One of the examples of using such annotation could be functional characterization of the SNPs rs7873784 and rs71327024 localized in the regulatory regions of the TLR4 and CXCR6 genes, respectively [1331]. According to the results of GWAS, both SNPs are disease-associated: the minor C allele of rs7873784 is associated with rheumatoid arthritis and the minor T allele of rs71327024 is associated with severe COVID-19. The reporter assays have shown that both SNPs are raQTL; therefore, bioinformatics analysis was used to find TFs PU.1 (rs7873784) and c-Myb (rs71327024) relevant for the respective types of cells characterized by the allele-dependent binding to SNP-containing sites. This hypothesis was verified using the genetic knockdown of TF with involvement of small interfering RNA (siRNA), as well as the DNA pull-down immunoprecipitation technique [93]. The latter includes incubation of oligonucleotides containing alternative SNP variants with the nuclear extract from the relevant cells and immunoprecipitation with the specific antibodies against the predicted TF, followed by quantification of the enriched oligonucleotides.

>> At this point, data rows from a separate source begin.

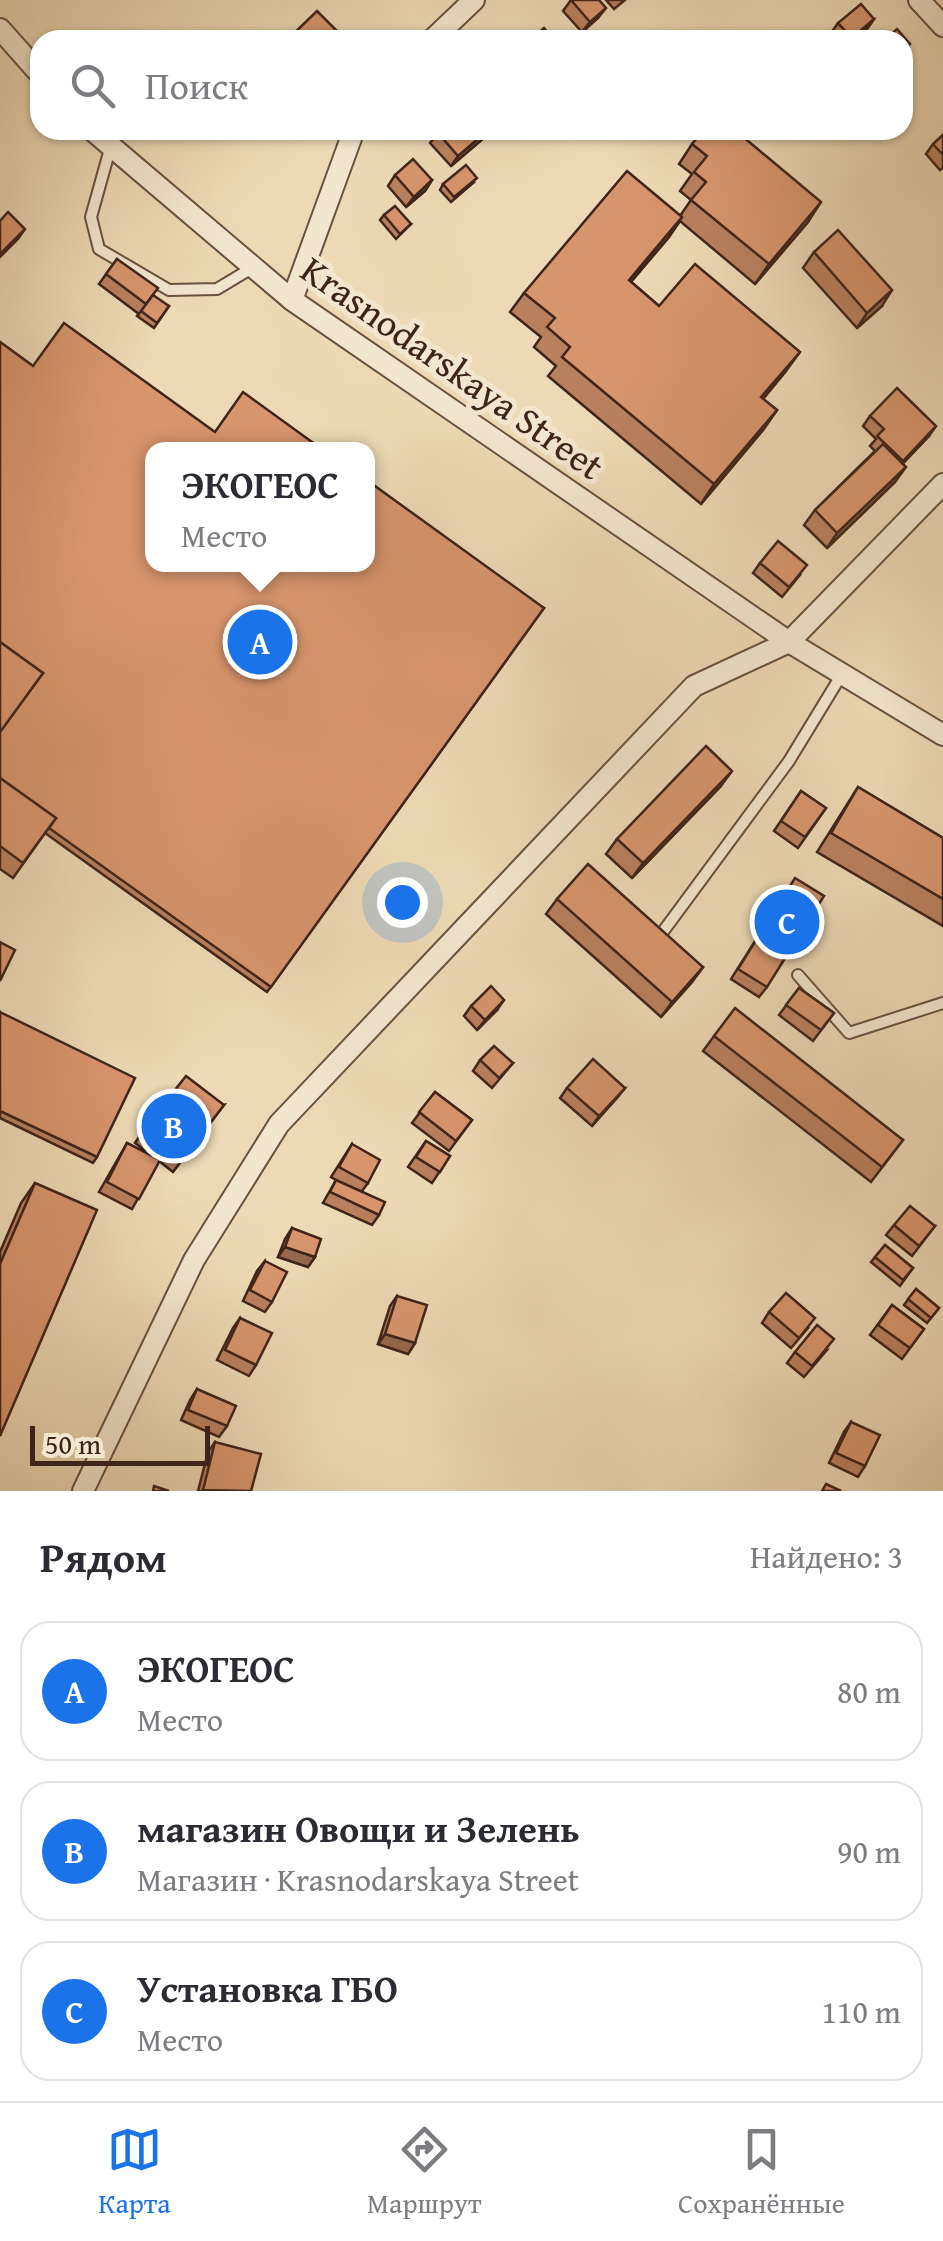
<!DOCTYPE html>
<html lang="ru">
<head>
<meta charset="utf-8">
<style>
	body { margin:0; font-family:"Gentium Book Plus",serif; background:#f2f2f3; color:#2b2b33 }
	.scale { position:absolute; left:30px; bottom:25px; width:180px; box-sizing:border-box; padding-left:10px; border:5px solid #3f241a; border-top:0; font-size:28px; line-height:35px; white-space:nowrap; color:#3f241a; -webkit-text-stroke:8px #f3e6cf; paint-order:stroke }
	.you { position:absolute; left:402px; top:902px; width:35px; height:35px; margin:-25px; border:8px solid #fff; border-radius:50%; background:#1a73e8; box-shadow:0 0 0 15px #1a73e833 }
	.badge { display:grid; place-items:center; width:65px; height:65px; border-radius:50%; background:#1a73e8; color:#fff; font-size:32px; font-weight:700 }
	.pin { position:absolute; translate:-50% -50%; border:5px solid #fff; box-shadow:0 2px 10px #0006 }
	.popup { position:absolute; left:145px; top:442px; width:230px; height:130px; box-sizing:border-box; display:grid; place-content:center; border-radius:20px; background:#fff; filter:drop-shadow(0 2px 8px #0005); font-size:32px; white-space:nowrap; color:#7c7c81 }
	.popup b { font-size:38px; color:#2b2b33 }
	.popup::after { content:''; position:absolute; left:50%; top:100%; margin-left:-20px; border:20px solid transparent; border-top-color:#fff }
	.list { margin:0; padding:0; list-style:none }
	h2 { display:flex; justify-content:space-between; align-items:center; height:130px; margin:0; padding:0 40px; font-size:42px }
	h2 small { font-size:32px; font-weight:400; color:#7c7c81 }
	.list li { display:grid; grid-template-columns:65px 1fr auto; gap:30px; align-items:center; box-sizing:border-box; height:140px; margin:0 20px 20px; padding:0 20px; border:2px solid #e1e1e2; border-radius:30px }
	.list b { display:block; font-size:38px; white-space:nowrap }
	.list p { margin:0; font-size:32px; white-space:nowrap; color:#7c7c81 }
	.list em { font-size:32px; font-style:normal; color:#7c7c81 }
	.icon { flex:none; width:55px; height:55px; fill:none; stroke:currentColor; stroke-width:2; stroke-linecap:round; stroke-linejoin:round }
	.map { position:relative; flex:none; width:943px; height:1491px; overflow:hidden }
	.search { position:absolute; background:#fff; box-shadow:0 2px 8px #0004; left:30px; right:30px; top:30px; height:110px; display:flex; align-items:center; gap:25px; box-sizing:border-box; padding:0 35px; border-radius:30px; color:#7c7c81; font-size:38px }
	.sheet { height:610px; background:#fff }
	nav { display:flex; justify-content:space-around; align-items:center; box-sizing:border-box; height:140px; border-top:2px solid #e1e1e2; background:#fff; font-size:28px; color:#7c7c81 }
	nav a { display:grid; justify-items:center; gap:5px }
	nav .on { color:#1a73e8 }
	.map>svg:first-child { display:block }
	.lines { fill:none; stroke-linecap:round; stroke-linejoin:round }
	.lane-casing { stroke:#6a5141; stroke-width:14 }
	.street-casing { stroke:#6a5141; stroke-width:24 }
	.lane { stroke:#f3e6cf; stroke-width:10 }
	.street { stroke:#f3e6cf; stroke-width:20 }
	.wall { fill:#b9805e; stroke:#3f241a; stroke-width:2.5 }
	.shaded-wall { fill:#96684c; stroke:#3f241a; stroke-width:2.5 }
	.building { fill:#d7956d; stroke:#3f241a; stroke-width:2.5 }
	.labels { text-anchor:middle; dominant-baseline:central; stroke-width:10; stroke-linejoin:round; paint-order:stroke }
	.street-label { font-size:38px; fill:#3f241a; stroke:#f3e6cf }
</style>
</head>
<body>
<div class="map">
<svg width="943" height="1491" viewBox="0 0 943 1491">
	<rect width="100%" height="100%" fill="#edd9b5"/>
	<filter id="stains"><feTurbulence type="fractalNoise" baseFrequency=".002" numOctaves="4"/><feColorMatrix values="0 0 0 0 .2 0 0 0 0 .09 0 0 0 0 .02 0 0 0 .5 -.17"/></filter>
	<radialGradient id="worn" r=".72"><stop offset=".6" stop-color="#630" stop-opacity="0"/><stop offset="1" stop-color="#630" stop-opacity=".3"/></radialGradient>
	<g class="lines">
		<defs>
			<g id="lane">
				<path d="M110,149L91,217L99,249L169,290L217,289L252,268"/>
				<path d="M662,933L789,761L842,674"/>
				<path d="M798,975L849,1033L943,1003"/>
			</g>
			<g id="street">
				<path d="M919,0L943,26"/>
				<path d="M0,29L40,74"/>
				<path d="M432,40L474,0"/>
				<path d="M92,130L292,300L789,642L943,735"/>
				<path d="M292,300L354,130"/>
				<path d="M83,1491L194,1260L279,1124L694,686L789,642L943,484"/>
			</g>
		</defs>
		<!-- lane casing -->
		<use href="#lane" class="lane-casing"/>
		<!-- street casing -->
		<use href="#street" class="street-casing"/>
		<!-- lane -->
		<use href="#lane" class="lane"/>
		<!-- street -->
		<use href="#street" class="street"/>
	</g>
	<!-- wall -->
	<g class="wall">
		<path d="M571,0L598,18L582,32L563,11Z"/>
		<path d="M606,0H625L614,9Z"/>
		<path d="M874,19L867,29L855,40H837L831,33L838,23Z"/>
		<path d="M438,133L485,137L451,166L430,143Z"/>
		<path d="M943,135V168L940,170L926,154L933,144Z"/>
		<path d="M692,144L808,222L755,284L680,221L669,237L631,282L659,306L786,371L763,399L777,410L763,430L701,504L548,376L556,366L534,347L541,337L510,312L524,293L680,216L691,200L680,191L692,174L679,164Z"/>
		<path d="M395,175L432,180L425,191L406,207L388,186Z"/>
		<path d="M473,183L451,202L440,190L443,184Z"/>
		<path d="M384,215L411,224L396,239L380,220Z"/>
		<path d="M814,252L882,306L857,328L803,268Z"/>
		<path d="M117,259L150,298L169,306L154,328L137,316L140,312L139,314L99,284Z"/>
		<path d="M0,342L33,366L215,432L544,608L267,992L45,833L13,878L0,869Z"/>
		<path d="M870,416L929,436L902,464L895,482L827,548L804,525L815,510L875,451L870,446L876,439L863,426Z"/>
		<path d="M760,563L800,575L782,597L753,573Z"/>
		<path d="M721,786L632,878L606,854L617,839Z"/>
		<path d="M858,787L943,838V926L817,852Z"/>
		<path d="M801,791L826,808L798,848L774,831Z"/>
		<path d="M788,889L767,987L759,997L731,979Z"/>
		<path d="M557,899L703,967L692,982L661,1017L546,914Z"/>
		<path d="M799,988L834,1013L813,1041L779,1015Z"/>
		<path d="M471,1006L497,1010L477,1030L464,1016Z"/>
		<path d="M0,1012L97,1157L93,1163L0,1118Z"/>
		<path d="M714,1036L903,1140L871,1182L703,1051Z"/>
		<path d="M480,1060L513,1063L492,1088L473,1071Z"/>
		<path d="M567,1088H625L592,1126L560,1098Z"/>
		<path d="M435,1092L472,1120L449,1151L412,1123Z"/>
		<path d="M224,1105L173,1172L159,1161L132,1209L99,1192L127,1143L154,1157L135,1143L145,1128Z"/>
		<path d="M426,1141L450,1156L432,1183L408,1167Z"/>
		<path d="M352,1144L368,1183L362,1191L379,1215L372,1225L323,1203L336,1180L331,1177Z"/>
		<path d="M35,1183L0,1436V1252L21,1203Z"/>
		<path d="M894,1225L935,1226L912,1256L886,1235Z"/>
		<path d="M292,1228L315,1257L308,1267L278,1257L285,1239Z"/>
		<path d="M885,1245L913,1268L900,1286L871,1262Z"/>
		<path d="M265,1261L272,1302L265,1312L243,1301L257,1271Z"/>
		<path d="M916,1289L939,1308L927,1323L904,1305Z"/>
		<path d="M397,1296L415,1343L408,1354L378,1344L390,1306Z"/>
		<path d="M892,1305L924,1329L902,1359L870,1335Z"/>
		<path d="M769,1312L808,1328L791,1348L762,1323Z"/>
		<path d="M240,1318L256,1365L249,1376L217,1360L233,1328Z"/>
		<path d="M827,1350L804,1377L787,1363L795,1352Z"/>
		<path d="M197,1389L227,1426L219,1437L181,1420L190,1400Z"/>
		<path d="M851,1422L865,1466L858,1477L829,1463L844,1432Z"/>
		<path d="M215,1442L251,1491H198L208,1452Z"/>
	</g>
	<!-- shaded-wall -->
	<g class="shaded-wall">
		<path d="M606,8L598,18L582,32L590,22Z"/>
		<path d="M874,19L867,29L855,40H851Z"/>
		<path d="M488,130H490L485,137L451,166L458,156Z"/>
		<path d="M432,180L425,191L406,207L414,197Z"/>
		<path d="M821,202L808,222L755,284L769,264Z"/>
		<path d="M682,217L669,237L615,300L629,280Z"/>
		<path d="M25,229L18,239L0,257V254Z"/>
		<path d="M892,290L882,306L857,328L867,313Z"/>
		<path d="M800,352L786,371L748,417L761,397Z"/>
		<path d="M777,410L763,430L701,504L714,484Z"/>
		<path d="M936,426L929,436L896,471L903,461Z"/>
		<path d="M906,467L895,482L827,548L837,533Z"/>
		<path d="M732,771L721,786L632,878L643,863Z"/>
		<path d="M703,967L692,982L661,1017L672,1002Z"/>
		<path d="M504,1000L497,1010L477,1030L485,1020Z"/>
		<path d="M625,1088L617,1098L592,1126L599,1116Z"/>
		<path d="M285,1247L315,1257L308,1267L278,1257Z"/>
		<path d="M385,1334L415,1343L408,1354L378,1344Z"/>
	</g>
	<!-- building -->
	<g class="building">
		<path d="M571,0H599L606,8L590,22Z"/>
		<path d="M861,4L874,19L852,38L838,23Z"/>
		<path d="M317,11L340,34L334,40H287Z"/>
		<path d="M544,28L554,40H530Z"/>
		<path d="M897,29L910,44L903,51V40H885Z"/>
		<path d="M441,130H488L458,156L438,133Z"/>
		<path d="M704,130H735L821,202L769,264L691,200L706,182L694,172L707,156L692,144Z"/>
		<path d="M943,135V155L933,144Z"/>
		<path d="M413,159L432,180L414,197L395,175Z"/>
		<path d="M466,165L477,178L454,197L443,184Z"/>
		<path d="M627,171L682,217L629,280L659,306L695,264L800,352L761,397L777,410L714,484L562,357L570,347L547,327L555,318L524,293Z"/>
		<path d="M395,206L411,224L400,234L384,215Z"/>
		<path d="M8,212L25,229L0,254V221Z"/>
		<path d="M838,230L892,290L867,313L814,252Z"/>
		<path d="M117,259L158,288L146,304L106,274Z"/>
		<path d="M153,295L169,306L157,323L141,311Z"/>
		<path d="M64,323L215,432L243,392L323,450H152V564H368V481L544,608L271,987L49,828L56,818L0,778V732L43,673L0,642V342L33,366Z"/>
		<path d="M897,388L936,426L903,461L877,436L884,429L870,416Z"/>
		<path d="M883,444L906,467L837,533L815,510Z"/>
		<path d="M778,541L807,565L789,587L760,563Z"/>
		<path d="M0,642L43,673L0,732Z"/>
		<path d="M706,746L732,771L643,863L617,839Z"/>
		<path d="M0,778L56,818L23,863L0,846Z"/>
		<path d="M858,787L943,838V899L831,833Z"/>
		<path d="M801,791L826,808L805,837L781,821Z"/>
		<path d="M588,864L703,967L672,1002L557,899Z"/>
		<path d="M795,878L824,896L767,987L738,969Z"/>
		<path d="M0,942L15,950L0,981Z"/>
		<path d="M491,986L504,1000L485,1020L471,1006Z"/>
		<path d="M799,988L834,1013L821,1030L786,1005Z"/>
		<path d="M735,1008L903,1140L882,1167L714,1036Z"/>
		<path d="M0,1012L135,1078L97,1157L0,1111Z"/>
		<path d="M494,1046L513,1063L499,1078L480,1060Z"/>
		<path d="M593,1059L625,1088L599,1116L567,1088Z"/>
		<path d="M186,1076L224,1105L184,1157L145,1128Z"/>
		<path d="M435,1092L472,1120L456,1141L419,1112Z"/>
		<path d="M426,1141L450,1156L440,1172L416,1157Z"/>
		<path d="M127,1143L160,1160L139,1199L107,1182Z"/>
		<path d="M352,1144L380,1160L368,1183L339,1167Z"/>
		<path d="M336,1180L385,1202L379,1215L330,1192Z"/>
		<path d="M35,1183L97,1210L0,1436V1264Z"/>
		<path d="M910,1206L935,1226L919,1246L894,1225Z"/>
		<path d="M292,1228L321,1239L315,1257L285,1247Z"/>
		<path d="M885,1245L913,1268L903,1280L875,1257Z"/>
		<path d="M265,1261L287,1272L272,1302L250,1290Z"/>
		<path d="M916,1289L939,1308L931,1318L908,1299Z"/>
		<path d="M786,1293L815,1318L799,1338L769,1312Z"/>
		<path d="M397,1296L427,1305L415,1343L385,1334Z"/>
		<path d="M892,1305L924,1329L910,1348L878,1325Z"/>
		<path d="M240,1318L272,1333L256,1365L225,1350Z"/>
		<path d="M817,1325L834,1339L812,1366L795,1352Z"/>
		<path d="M197,1389L236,1406L227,1426L188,1410Z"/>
		<path d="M851,1422L880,1435L865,1466L836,1453Z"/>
		<path d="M215,1442L261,1454L251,1491L203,1490Z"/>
		<path d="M826,1484L841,1491H822Z"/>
		<path d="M154,1486L169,1491H153Z"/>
	</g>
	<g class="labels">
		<!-- street labels -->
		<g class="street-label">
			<text transform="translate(453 367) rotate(35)">Krasnodarskaya Street</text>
		</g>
	</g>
	<rect width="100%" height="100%" filter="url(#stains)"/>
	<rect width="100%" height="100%" fill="url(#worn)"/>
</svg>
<div class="scale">50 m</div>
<div class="you"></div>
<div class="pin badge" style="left:260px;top:642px">A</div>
<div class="popup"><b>ЭКОГЕОС</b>Место</div>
<div class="pin badge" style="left:174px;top:1126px">B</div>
<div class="pin badge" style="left:787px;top:922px">C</div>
<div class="search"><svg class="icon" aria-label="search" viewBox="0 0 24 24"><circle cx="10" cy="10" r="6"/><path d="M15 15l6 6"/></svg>Поиск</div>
</div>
<section class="sheet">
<h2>Рядом<small>Найдено: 3</small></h2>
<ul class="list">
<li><span class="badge">A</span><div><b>ЭКОГЕОС</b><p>Место</p></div><em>80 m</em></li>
<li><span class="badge">B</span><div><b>магазин Овощи и Зелень</b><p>Магазин · Krasnodarskaya Street</p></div><em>90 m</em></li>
<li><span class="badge">C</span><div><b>Установка ГБО</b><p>Место</p></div><em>110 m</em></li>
</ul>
</section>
<nav>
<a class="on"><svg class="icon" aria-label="map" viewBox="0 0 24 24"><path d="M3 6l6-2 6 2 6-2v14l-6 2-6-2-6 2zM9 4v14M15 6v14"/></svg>Карта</a>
<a><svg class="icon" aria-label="directions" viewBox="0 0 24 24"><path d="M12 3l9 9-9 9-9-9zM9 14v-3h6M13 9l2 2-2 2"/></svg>Маршрут</a>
<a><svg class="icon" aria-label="saved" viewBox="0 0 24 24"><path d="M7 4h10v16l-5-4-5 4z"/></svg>Сохранённые</a>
</nav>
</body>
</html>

The described methods for identification of transcription factors with binding efficiency depending on the allele of polymorphism are shown in Fig. 2.

Fig. 2.
figure 2

Methods for identification of functional transcription factors with allele-specific binding to the region of polymorphism (the image was produced using BioRender.com).

Due to continuously increasing amounts of data and modern machine learning models, bioinformatic computations provide a more precise annotation of the candidate TFs with allele-specific binding to the SNP region [94-96]. However, clinical validation and a fortiori application of these data in diagnostics and probably treatment of the diseases are possible only after experimental validation in different types of cells in the relevant functional context.

CONCLUSIONS

To date, meta-analysis of large amounts of experimental data makes it possible to develop bioinformatics tools for searching for the most probable functional genetic variants, as well as for prediction of particular mechanisms of their effects on pathogenesis of the diseases. Overwhelming majority of the genetic variants are localized in the non-coding regions of the genome; they affect functions of the genes by regulating their expression. Such regulation could vary widely depending on the type and functional state of cells, which is not always taken into consideration in the case of in silico methods involving statistical generalizations. In view of the above, it is still relevant to use versatile experimental techniques for characterization of particular genetic variants. The most informative method for studying effects of the genetic variants on phenotype is development of precise genetic models using genome editing techniques. However, due to the difficult procedure of precise genome editing, preliminary characterization of allele variants under study by the reporter assays remains relevant.